[Stored items]
+ + +

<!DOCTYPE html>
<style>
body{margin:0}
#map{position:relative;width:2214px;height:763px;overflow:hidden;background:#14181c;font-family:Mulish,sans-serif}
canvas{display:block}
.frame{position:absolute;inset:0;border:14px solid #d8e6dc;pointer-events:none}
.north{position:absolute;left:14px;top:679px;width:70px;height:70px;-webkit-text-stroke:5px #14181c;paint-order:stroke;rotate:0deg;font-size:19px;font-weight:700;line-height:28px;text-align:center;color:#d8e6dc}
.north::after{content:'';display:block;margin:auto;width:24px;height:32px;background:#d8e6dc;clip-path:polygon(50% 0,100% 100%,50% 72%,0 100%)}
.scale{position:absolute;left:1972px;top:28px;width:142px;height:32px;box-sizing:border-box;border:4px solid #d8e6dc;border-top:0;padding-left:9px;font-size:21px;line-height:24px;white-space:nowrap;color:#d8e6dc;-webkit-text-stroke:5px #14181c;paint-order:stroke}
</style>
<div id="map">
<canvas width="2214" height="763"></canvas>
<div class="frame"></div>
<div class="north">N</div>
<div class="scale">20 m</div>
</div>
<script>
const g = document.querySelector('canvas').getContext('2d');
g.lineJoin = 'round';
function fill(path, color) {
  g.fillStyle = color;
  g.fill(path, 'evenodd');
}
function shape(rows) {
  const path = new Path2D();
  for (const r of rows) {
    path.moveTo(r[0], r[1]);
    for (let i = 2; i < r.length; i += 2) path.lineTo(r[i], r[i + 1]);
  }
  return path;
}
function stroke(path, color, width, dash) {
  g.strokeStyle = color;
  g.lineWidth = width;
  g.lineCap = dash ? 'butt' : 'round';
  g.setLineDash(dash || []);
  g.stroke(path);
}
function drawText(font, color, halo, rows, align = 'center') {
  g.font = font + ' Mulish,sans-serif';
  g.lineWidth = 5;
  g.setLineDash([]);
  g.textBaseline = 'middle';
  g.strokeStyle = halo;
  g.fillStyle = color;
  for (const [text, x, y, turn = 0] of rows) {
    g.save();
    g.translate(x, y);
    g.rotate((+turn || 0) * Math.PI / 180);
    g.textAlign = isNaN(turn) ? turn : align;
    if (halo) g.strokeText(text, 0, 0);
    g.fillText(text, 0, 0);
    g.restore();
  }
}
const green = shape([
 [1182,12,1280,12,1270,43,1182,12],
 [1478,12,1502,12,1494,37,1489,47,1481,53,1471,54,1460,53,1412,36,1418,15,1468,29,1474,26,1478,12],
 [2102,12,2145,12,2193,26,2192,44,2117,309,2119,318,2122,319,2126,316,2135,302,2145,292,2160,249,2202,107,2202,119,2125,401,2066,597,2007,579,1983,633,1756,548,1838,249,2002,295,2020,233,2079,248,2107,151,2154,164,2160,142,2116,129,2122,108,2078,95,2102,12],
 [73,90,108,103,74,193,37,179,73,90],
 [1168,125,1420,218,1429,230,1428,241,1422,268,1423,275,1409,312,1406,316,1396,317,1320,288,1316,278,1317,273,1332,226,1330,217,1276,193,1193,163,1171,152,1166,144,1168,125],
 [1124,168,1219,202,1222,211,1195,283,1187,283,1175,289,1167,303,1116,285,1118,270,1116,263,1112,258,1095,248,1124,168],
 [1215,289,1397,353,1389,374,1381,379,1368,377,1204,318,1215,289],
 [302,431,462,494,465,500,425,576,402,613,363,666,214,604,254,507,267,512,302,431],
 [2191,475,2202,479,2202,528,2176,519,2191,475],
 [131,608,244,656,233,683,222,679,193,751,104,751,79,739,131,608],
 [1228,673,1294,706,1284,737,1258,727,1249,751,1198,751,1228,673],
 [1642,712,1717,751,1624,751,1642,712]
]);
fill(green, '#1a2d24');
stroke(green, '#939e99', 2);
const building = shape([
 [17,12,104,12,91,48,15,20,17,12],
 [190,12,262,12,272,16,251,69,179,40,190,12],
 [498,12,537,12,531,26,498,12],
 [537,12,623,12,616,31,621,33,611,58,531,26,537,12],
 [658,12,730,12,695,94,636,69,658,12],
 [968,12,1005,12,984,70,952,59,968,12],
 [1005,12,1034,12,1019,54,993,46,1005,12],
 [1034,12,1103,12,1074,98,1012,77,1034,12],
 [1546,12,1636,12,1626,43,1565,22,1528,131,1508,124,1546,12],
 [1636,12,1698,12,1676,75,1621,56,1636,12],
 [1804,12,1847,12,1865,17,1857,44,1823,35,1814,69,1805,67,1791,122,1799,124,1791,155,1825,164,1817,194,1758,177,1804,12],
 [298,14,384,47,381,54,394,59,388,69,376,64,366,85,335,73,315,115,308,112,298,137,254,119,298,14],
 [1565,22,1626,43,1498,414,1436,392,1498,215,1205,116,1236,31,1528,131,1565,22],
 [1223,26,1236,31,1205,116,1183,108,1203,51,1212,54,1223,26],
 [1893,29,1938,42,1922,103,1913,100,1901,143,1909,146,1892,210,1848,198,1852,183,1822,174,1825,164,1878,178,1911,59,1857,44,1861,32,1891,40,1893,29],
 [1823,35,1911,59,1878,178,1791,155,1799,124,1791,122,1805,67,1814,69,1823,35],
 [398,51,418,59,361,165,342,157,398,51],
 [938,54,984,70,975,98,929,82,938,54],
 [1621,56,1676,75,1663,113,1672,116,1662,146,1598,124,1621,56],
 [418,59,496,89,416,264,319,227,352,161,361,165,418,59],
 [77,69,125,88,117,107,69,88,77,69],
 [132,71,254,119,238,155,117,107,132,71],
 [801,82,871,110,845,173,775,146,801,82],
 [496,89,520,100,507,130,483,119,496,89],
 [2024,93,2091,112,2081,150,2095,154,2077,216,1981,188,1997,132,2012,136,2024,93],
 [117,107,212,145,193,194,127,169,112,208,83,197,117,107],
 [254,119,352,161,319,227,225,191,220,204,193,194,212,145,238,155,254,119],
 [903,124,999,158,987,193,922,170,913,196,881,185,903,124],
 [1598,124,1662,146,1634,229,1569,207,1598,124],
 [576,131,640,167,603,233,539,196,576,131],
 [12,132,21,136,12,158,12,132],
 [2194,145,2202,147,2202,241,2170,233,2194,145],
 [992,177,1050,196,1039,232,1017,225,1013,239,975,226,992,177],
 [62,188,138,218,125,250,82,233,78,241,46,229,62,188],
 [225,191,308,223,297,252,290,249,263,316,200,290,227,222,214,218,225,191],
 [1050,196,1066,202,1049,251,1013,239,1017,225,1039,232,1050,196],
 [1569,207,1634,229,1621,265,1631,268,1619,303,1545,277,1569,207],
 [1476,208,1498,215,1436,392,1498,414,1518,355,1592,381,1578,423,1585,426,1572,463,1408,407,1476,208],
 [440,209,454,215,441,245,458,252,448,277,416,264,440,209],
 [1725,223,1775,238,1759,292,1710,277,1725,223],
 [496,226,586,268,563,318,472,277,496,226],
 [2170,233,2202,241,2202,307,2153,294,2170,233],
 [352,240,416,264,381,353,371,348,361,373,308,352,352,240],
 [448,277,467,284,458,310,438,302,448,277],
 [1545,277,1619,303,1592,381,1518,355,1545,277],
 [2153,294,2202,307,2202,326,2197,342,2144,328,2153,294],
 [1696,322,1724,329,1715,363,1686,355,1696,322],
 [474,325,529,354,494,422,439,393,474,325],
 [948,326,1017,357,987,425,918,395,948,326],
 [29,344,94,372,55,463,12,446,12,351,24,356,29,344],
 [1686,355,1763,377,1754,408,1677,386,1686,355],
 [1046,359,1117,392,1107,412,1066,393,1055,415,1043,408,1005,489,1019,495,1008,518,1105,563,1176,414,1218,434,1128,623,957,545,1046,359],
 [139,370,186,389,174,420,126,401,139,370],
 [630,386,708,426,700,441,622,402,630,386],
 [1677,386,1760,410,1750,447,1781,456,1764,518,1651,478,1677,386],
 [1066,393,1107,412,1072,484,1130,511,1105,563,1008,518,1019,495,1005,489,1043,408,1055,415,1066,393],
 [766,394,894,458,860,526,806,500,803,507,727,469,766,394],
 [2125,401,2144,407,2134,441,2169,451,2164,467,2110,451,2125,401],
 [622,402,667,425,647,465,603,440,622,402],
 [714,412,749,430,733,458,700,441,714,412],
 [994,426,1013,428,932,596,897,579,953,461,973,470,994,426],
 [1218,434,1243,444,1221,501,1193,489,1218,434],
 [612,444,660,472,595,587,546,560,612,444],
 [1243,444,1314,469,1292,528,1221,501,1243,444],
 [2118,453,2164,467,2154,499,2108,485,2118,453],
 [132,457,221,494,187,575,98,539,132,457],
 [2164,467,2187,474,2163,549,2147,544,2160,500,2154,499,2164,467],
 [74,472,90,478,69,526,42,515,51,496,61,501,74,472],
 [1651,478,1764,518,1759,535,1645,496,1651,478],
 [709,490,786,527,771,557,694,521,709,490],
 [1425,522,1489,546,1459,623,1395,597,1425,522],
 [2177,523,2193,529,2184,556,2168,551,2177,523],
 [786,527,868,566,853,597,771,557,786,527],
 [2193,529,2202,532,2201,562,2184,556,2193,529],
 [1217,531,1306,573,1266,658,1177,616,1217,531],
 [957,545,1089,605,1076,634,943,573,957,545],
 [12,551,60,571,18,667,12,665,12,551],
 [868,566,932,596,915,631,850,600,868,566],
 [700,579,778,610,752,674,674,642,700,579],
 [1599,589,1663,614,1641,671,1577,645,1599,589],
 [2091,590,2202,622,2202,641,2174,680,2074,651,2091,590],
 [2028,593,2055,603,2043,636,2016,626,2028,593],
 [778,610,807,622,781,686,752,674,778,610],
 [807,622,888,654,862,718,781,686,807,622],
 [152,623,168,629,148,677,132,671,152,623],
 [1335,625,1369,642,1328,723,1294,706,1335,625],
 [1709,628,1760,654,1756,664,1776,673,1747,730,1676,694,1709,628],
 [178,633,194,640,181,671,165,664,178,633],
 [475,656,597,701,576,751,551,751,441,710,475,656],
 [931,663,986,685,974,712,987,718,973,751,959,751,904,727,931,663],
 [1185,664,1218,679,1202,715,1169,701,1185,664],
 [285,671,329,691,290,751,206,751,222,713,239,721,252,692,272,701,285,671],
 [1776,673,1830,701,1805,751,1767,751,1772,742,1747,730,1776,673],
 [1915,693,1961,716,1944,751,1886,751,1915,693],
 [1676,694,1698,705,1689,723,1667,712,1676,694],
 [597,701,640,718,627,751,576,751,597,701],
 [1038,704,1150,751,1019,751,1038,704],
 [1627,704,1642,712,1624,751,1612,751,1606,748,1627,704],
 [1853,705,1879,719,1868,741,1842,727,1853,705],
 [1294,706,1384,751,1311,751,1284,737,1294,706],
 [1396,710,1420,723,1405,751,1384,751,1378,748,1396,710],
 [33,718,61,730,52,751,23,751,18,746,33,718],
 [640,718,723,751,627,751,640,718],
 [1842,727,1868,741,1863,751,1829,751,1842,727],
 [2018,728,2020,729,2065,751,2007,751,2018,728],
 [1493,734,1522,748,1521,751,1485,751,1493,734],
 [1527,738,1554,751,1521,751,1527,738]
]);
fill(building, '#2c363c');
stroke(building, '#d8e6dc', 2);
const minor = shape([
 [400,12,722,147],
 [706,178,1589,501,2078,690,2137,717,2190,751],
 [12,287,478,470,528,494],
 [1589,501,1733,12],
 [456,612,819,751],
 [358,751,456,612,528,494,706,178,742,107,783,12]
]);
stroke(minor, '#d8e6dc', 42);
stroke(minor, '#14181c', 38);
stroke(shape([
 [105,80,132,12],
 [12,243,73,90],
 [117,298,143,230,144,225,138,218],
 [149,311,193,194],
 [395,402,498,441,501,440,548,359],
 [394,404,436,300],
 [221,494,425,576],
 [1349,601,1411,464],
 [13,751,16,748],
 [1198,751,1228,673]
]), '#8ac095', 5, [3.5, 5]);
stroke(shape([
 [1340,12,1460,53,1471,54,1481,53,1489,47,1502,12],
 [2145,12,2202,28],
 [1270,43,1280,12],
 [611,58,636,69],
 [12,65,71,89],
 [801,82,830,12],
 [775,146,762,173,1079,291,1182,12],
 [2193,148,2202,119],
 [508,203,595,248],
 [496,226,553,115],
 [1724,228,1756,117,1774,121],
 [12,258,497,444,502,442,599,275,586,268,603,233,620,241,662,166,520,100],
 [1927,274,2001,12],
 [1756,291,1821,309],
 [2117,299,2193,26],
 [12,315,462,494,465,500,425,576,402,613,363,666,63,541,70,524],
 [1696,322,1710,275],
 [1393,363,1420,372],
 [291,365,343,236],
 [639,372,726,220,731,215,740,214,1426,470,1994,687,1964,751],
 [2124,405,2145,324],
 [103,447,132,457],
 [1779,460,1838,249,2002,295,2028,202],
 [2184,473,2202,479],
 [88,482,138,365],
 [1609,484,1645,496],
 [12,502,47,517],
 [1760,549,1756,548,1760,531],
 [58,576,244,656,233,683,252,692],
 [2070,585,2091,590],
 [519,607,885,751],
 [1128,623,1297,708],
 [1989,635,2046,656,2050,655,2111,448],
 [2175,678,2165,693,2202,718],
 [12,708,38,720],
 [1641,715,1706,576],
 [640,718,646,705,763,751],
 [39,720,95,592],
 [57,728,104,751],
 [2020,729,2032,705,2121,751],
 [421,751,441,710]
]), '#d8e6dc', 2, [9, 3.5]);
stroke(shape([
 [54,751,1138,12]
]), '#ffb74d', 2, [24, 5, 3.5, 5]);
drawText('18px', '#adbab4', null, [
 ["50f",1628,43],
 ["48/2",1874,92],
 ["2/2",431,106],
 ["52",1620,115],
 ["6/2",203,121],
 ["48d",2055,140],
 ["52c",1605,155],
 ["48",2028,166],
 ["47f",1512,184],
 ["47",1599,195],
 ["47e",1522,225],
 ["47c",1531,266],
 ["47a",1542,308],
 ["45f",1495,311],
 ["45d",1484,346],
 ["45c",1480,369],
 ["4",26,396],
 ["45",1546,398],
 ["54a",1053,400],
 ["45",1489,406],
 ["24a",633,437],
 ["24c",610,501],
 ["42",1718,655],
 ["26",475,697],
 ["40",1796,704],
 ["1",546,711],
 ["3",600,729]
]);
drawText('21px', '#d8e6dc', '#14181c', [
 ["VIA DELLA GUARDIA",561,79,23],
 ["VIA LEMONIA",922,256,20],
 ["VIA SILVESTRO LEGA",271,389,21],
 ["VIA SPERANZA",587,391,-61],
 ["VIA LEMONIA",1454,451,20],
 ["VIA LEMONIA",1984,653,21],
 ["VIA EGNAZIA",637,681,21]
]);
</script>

+ + +

Transcribe the records above exactly, from the opening line down to and including the line with "g.lineWidth = width;".

_RESPONSE:_
<!DOCTYPE html>
<style>
body{margin:0}
#map{position:relative;width:2214px;height:763px;overflow:hidden;background:#14181c;font-family:Mulish,sans-serif}
canvas{display:block}
.frame{position:absolute;inset:0;border:14px solid #d8e6dc;pointer-events:none}
.north{position:absolute;left:14px;top:679px;width:70px;height:70px;-webkit-text-stroke:5px #14181c;paint-order:stroke;rotate:0deg;font-size:19px;font-weight:700;line-height:28px;text-align:center;color:#d8e6dc}
.north::after{content:'';display:block;margin:auto;width:24px;height:32px;background:#d8e6dc;clip-path:polygon(50% 0,100% 100%,50% 72%,0 100%)}
.scale{position:absolute;left:1972px;top:28px;width:142px;height:32px;box-sizing:border-box;border:4px solid #d8e6dc;border-top:0;padding-left:9px;font-size:21px;line-height:24px;white-space:nowrap;color:#d8e6dc;-webkit-text-stroke:5px #14181c;paint-order:stroke}
</style>
<div id="map">
<canvas width="2214" height="763"></canvas>
<div class="frame"></div>
<div class="north">N</div>
<div class="scale">20 m</div>
</div>
<script>
const g = document.querySelector('canvas').getContext('2d');
g.lineJoin = 'round';
function fill(path, color) {
  g.fillStyle = color;
  g.fill(path, 'evenodd');
}
function shape(rows) {
  const path = new Path2D();
  for (const r of rows) {
    path.moveTo(r[0], r[1]);
    for (let i = 2; i < r.length; i += 2) path.lineTo(r[i], r[i + 1]);
  }
  return path;
}
function stroke(path, color, width, dash) {
  g.strokeStyle = color;
  g.lineWidth = width;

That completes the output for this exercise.